Winner of the New Statesman SPERI Prize in Political Economy 2016
Showing posts with label Steve Bannon. Show all posts
Showing posts with label Steve Bannon. Show all posts

Tuesday, 31 January 2017

Why the reassuring stories about Donald Trump are quickly falling apart





When May visited Trump, the UK media were full of comparisons with Thatcher and Reagan. The US free press paid little attention to the visit, because they were fully preoccupied by the enormity of what was happening to their country. They were not seeing the first few tentative steps of another Republican president, they were seeing the confident strides of the equivalent in the UK not of Nigel Farage, but the leader of the BNP or the EDL. If you think this is going over the top, read on.

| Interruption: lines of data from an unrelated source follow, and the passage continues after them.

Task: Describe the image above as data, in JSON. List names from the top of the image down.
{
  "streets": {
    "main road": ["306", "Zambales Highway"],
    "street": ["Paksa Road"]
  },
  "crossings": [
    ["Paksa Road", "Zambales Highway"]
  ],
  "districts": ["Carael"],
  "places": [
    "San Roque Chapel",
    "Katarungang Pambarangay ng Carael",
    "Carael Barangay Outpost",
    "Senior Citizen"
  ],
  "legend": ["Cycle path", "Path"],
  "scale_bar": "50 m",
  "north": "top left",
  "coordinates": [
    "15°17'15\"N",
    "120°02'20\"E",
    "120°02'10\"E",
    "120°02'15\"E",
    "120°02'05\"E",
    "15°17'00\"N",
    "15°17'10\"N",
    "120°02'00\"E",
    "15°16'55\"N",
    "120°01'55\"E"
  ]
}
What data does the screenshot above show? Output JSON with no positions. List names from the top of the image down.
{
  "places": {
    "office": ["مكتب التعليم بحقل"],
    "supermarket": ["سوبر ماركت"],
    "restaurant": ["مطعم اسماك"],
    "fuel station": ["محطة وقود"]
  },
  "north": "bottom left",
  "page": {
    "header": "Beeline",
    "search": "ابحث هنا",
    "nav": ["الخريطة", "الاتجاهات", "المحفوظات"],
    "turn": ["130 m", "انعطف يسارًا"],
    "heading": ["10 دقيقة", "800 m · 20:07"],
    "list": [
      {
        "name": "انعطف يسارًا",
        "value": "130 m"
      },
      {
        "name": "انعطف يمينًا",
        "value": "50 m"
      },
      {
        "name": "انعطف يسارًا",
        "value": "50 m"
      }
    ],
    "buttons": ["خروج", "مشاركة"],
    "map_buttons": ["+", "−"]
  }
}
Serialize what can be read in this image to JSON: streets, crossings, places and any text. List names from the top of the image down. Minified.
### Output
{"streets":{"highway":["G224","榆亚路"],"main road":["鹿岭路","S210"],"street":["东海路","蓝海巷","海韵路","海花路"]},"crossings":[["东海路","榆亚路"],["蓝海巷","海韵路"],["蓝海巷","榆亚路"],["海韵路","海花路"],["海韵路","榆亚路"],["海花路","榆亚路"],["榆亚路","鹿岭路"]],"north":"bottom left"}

There were three kinds of story about Trump that encouraged people to think things wouldn’t be so bad. The first, which we now know is untrue, is that he would surround himself with more experienced and wiser counsel. Instead probably the most powerful man in Trump’s White House is Steve Bannon. He is executive chairman of Breitbart News, essentially a far right, or what is called in the US alt-right, news and opinion outlet that promotes white supremacist, anti-Muslim, anti-Semitic ideas. One of Trump’s latest actions is to oust the director of intelligence and the chairman of the Joint Chiefs of Staff from always attending the Principals Committee of the National Security Council and replacing them with Bannon. John McCain said the appointment of Mr. Bannon is a radical departure from any National Security Council in history.

The second story was that everything said on the campaign trail was to win the presidency, and that once that was achieved more ‘serious’ (aka traditional Republican) measures would be introduced. (US financial markets might have bought into that idea, and are now beginning to realise their error.) Once again the first few days, and particularly this travel ban, have proved that wrong. Trump is enacting the headline measures that were both highly controversial and also effective on the campaign trail, and doing that fast. This is smart politics. His strength was never in the Republican party or in the business community, but in those who watch propaganda networks like Fox News and who helped him into the White House.

The final story, which continues on both the left and right, is that Trump and his team are inexperienced buffoons who will quickly make fools of themselves, and will be brought to heel by the checks and balances of the US constitutional system. Its too early to tell, but the signs so far do not look good. Take the holocaust statement. According to this story, leaving out any mention of Jews or anti-Semitism from the Holocaust Day statement was perhaps an oversight that would get corrected later. But it was not, but instead intentional and purposeful.

A far more plausible explanation of what is going on is that it is part of a strategy, not only to firm up Trump’s base but also to test those checks and balances. Telling border agency staff to ignore court orders is not confusion but deliberate, to see how far they can go. Initial reports that the top state department officials had resigned were perhaps deliberate misinformation: they were all fired by the White House, with no replacements in sight. What this looks like is a concentration of power at the very centre. The lack of consultation about the immigration order was not inexperienced oversight but the shape of things to come.

The trouble with checks and balances are that they are designed to work on the margin, stopping small acts of overreach by different parts of a normal government. Whether they can cope with a determined and fast moving small team in the White House we have yet to see. These checks and balances are often slow. For example Trump has become president with his business affairs hardly altered. The travel ban excluded the four countries in the area in which Trump has business interests. “This isn’t the way the presidency has worked since Congress passed the Ethics in Government Act in 1978,” said the director of the U.S. Office of Government Ethics, but what is anyone going to do about it?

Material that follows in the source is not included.